### [Work instructions]
The word "function" marks the lines to keep; find each one in the data and copy it.

Stored data entries:
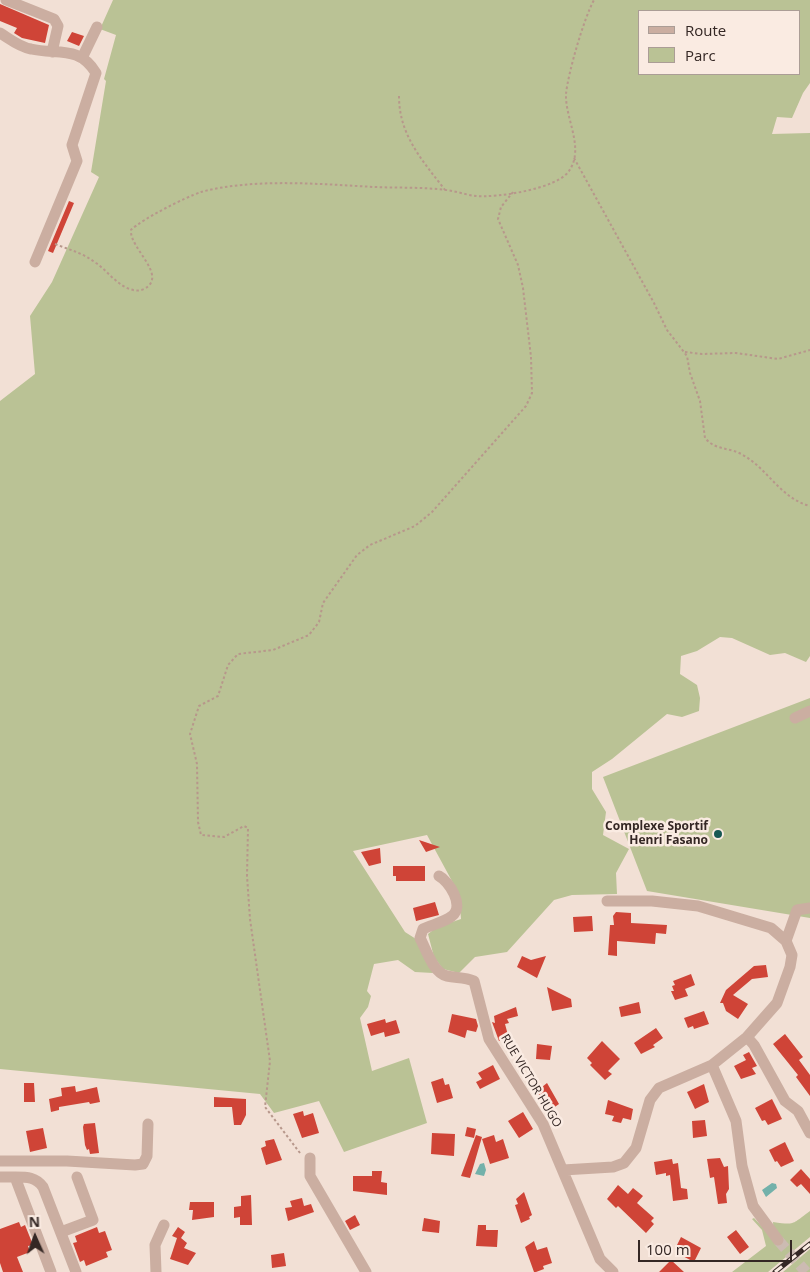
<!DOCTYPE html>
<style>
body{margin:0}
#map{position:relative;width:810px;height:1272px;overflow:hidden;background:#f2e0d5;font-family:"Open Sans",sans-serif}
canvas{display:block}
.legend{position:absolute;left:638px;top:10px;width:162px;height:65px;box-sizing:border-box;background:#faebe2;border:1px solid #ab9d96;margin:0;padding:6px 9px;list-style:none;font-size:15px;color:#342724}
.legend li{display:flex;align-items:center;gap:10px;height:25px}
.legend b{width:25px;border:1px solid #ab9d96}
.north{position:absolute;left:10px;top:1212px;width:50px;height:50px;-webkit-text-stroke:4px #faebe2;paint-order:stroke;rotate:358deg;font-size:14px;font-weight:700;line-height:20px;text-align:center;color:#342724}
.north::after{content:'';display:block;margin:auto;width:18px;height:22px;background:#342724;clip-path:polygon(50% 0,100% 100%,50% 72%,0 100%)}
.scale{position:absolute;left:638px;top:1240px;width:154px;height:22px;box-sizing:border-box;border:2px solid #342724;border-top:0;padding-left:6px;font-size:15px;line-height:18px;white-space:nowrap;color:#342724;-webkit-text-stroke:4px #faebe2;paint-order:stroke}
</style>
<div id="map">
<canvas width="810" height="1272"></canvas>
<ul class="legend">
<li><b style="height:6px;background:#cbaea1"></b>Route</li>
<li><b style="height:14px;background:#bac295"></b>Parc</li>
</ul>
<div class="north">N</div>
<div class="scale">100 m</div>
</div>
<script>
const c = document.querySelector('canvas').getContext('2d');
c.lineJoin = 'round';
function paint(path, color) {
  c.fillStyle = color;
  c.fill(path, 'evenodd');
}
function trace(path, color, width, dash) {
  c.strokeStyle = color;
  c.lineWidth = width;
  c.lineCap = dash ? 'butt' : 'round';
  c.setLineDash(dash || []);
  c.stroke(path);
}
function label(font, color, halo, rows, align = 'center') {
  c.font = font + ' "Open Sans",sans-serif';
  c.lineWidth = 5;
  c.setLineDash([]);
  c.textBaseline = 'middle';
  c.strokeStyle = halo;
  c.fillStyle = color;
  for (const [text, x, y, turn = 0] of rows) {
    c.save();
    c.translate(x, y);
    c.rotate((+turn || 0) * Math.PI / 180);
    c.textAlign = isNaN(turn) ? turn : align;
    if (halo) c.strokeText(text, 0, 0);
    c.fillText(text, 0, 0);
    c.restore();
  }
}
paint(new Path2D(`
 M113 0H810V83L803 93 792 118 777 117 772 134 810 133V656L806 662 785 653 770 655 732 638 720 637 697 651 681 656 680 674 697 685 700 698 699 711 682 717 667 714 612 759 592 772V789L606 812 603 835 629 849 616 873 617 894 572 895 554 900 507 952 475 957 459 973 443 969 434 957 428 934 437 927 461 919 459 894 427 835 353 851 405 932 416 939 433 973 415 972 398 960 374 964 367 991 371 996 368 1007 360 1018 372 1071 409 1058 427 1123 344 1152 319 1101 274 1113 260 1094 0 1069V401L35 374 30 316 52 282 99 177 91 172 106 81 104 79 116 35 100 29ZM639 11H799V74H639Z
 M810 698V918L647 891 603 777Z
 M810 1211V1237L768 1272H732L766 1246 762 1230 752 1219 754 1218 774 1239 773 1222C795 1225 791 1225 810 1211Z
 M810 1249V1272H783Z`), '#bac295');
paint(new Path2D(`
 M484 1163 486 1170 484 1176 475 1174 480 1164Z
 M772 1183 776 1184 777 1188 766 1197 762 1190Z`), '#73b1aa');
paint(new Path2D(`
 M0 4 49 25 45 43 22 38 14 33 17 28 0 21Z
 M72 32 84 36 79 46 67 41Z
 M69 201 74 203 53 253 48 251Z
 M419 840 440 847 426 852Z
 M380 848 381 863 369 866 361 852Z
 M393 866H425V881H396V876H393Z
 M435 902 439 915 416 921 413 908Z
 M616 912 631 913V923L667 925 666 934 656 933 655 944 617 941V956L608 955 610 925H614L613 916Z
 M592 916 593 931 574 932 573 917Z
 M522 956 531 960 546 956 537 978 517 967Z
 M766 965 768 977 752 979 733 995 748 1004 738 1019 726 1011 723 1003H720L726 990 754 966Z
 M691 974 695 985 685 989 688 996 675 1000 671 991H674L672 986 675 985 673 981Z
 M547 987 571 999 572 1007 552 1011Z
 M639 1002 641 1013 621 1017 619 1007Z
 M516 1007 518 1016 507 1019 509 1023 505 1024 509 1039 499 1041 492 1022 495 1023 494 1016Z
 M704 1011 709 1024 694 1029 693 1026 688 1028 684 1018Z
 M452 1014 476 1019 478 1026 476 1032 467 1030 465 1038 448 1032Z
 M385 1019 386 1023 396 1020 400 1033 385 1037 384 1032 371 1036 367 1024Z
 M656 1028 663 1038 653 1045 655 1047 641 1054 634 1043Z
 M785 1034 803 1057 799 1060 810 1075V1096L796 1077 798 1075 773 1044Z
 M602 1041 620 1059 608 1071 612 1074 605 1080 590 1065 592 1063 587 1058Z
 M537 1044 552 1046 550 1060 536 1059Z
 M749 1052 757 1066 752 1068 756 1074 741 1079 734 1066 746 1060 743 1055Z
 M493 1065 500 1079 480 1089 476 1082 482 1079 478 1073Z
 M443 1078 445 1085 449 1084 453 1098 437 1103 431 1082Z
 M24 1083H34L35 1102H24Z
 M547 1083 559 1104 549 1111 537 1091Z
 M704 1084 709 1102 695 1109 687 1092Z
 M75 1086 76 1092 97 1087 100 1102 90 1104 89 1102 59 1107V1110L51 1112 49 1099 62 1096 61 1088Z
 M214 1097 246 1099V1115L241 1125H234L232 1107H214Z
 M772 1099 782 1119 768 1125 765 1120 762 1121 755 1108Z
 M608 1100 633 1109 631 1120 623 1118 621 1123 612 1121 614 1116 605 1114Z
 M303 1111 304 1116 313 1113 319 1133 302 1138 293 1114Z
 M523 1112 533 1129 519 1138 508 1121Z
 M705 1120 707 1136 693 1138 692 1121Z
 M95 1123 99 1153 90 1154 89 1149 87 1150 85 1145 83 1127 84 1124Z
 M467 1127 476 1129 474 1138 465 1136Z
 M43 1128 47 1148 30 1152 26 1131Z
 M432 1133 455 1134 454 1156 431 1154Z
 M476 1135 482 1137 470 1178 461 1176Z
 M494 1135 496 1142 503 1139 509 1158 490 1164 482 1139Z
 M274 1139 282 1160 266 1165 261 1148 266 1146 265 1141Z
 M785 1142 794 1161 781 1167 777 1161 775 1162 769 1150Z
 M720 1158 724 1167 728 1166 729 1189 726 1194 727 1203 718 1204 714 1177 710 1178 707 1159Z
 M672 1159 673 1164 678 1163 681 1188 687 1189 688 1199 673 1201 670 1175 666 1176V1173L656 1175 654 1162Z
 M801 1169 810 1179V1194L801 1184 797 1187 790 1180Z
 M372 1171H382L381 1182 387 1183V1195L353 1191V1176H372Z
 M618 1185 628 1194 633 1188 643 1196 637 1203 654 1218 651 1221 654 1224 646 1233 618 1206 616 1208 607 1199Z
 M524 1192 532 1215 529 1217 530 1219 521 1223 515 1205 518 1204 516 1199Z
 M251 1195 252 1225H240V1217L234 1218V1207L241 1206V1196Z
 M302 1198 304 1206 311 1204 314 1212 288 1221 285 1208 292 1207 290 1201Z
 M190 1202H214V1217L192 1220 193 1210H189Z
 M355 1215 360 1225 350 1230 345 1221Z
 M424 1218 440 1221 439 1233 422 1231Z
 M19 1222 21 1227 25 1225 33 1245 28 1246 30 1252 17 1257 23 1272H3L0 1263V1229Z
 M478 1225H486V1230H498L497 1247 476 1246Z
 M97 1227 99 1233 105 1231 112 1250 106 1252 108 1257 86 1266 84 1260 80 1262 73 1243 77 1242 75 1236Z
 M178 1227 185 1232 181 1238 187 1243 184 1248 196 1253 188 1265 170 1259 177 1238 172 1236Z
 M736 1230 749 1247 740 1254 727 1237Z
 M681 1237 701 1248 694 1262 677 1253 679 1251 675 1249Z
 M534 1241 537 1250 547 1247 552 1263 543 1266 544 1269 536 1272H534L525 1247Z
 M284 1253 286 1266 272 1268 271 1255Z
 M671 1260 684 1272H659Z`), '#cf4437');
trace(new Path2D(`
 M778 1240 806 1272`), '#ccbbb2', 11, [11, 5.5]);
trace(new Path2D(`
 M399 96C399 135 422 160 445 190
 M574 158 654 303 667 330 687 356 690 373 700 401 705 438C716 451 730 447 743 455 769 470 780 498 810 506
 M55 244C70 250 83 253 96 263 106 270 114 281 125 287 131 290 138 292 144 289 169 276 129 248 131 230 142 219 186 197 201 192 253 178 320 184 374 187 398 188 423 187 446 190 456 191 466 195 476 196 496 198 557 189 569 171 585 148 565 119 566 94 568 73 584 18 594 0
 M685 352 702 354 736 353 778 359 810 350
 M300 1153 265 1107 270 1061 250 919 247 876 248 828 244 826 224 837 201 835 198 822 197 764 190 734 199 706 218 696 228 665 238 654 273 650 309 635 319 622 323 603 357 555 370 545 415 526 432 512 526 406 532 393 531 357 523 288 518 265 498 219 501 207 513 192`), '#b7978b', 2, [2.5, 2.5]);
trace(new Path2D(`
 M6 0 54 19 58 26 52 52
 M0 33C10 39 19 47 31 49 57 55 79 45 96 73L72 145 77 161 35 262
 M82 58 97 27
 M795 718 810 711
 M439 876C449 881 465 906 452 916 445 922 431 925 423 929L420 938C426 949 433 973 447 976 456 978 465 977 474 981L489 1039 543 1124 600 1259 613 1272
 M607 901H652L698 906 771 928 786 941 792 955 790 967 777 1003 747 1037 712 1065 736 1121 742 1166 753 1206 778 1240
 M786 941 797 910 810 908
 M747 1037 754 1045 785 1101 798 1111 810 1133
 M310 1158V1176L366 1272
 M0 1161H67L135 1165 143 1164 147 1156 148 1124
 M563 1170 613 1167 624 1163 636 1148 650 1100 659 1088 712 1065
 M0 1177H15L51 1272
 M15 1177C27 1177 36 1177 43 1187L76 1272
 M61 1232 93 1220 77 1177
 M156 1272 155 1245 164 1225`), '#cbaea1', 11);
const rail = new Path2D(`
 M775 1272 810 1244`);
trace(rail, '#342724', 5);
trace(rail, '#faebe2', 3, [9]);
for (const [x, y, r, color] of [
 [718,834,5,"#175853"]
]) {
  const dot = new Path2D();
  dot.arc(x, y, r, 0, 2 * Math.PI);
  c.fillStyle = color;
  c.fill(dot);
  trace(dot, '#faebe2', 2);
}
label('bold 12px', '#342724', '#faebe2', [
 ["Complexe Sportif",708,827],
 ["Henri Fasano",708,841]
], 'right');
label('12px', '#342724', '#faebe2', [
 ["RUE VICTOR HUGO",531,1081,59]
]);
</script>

### [Answer box]
function paint(path, color) {
function trace(path, color, width, dash) {
function label(font, color, halo, rows, align = 'center') {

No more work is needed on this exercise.